## [DESCRIPTION OF THE TASK]
Search the material and gather each line with "above" in it.

╭─ ENTRIES PROVIDED

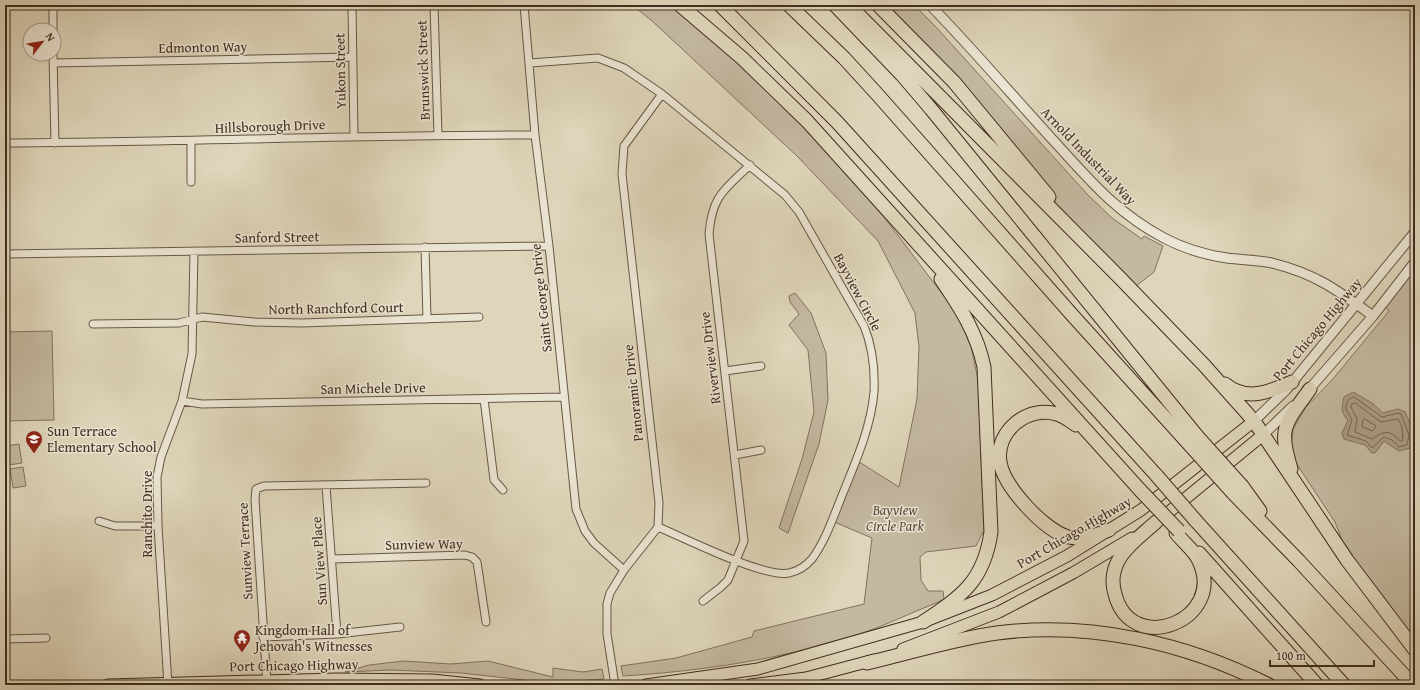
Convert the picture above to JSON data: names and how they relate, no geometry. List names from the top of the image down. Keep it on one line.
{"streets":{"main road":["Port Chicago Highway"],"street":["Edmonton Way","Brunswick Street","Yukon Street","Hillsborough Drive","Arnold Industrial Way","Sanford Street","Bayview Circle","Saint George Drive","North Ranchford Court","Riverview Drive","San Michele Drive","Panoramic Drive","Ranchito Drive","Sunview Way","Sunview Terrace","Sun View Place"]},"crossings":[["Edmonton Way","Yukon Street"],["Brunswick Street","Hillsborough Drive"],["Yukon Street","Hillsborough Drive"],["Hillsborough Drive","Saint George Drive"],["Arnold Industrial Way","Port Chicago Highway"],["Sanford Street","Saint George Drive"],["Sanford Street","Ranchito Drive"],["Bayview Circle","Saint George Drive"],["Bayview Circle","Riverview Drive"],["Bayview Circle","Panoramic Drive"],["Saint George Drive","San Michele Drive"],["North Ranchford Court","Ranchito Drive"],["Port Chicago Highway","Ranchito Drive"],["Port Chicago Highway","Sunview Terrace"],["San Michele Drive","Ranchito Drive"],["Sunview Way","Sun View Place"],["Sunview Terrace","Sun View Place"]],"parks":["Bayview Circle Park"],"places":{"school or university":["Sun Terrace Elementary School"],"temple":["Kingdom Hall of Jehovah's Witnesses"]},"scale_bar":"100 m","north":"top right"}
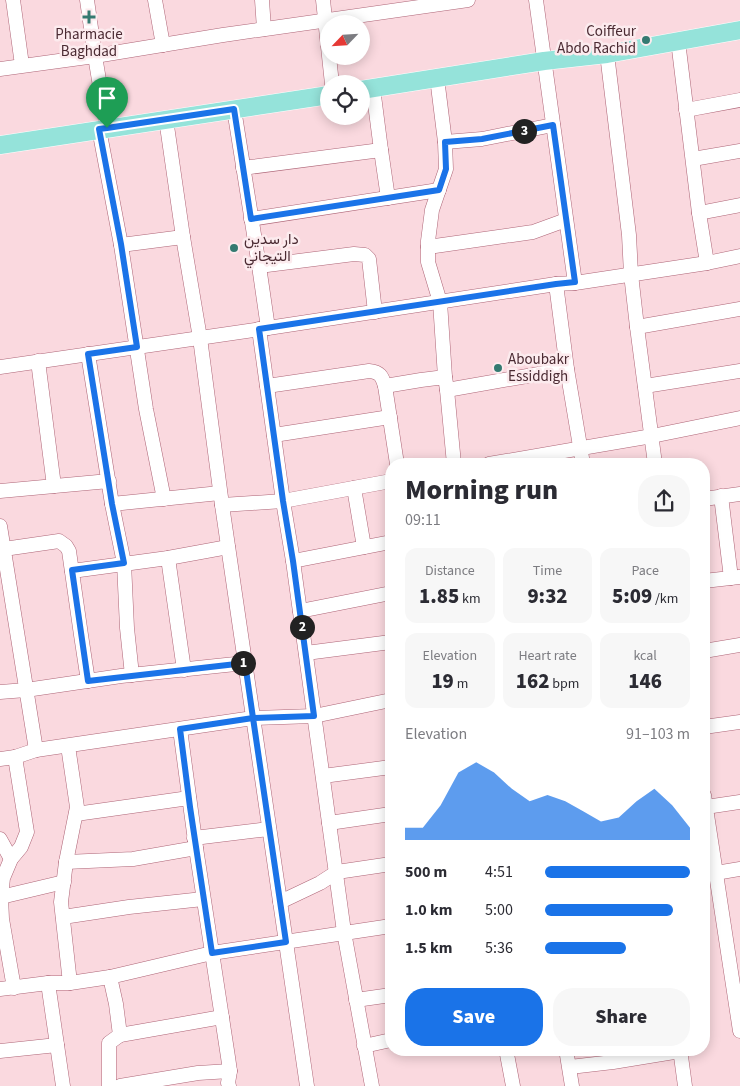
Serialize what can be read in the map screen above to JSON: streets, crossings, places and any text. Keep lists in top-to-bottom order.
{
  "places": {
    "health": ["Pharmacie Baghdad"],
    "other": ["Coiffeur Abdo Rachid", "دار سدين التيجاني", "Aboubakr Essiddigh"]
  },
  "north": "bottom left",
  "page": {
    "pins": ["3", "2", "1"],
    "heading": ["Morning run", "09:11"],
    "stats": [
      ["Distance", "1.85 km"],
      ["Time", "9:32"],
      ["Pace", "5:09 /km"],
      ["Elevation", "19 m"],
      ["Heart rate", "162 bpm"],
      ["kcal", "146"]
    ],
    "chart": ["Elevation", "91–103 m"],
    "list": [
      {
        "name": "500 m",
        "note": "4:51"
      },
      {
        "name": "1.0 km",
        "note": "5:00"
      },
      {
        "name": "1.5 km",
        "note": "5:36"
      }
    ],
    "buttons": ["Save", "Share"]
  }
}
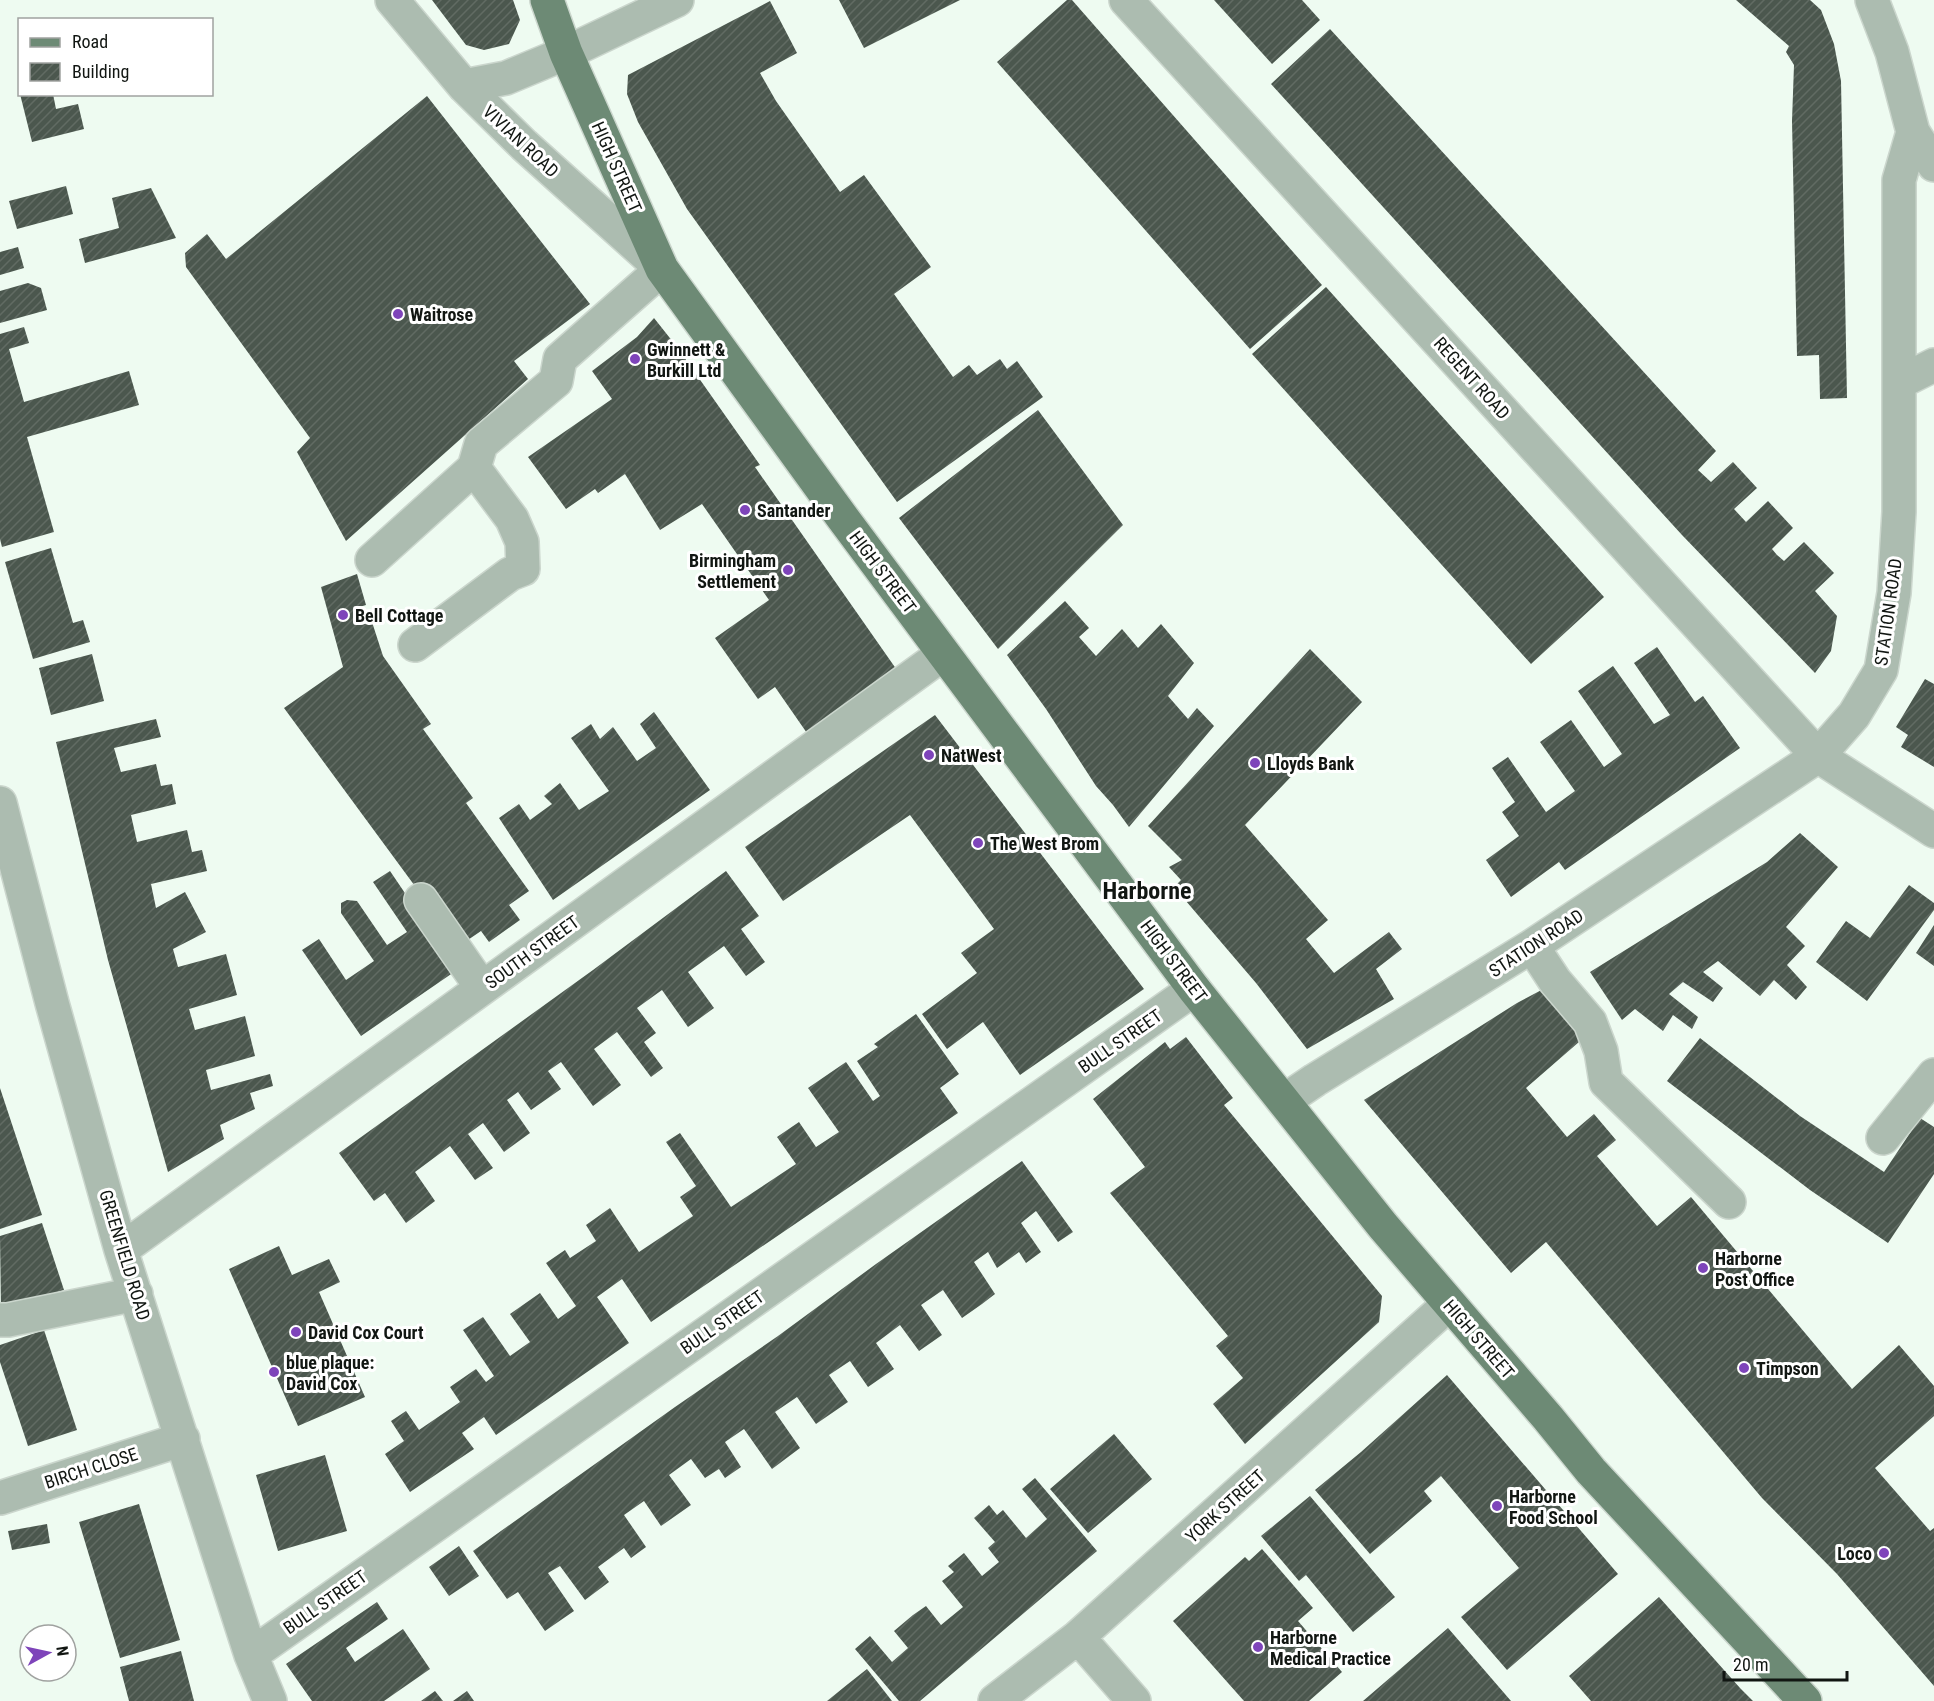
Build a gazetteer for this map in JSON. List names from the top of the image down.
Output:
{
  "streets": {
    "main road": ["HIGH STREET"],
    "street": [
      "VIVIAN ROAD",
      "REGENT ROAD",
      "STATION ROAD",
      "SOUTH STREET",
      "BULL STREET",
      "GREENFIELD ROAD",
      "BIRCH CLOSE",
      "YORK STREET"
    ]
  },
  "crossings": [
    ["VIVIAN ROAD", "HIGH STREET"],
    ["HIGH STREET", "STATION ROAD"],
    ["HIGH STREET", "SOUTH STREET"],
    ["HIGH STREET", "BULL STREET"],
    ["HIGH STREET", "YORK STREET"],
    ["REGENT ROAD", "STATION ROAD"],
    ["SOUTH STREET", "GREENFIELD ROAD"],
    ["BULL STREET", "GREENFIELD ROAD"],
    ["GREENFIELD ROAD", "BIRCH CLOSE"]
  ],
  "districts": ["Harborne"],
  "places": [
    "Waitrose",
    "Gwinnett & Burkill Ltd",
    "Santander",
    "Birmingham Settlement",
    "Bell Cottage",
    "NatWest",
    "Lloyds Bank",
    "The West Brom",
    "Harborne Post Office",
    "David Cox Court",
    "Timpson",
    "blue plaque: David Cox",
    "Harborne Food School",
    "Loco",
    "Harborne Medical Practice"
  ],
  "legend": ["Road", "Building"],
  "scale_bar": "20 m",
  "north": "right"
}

╰─

## [RESPONSE BELOW]
Convert the picture above to JSON data: names and how they relate, no geometry. List names from the top of the image down. Keep it on one line.
Serialize what can be read in the map screen above to JSON: streets, crossings, places and any text. Keep lists in top-to-bottom order.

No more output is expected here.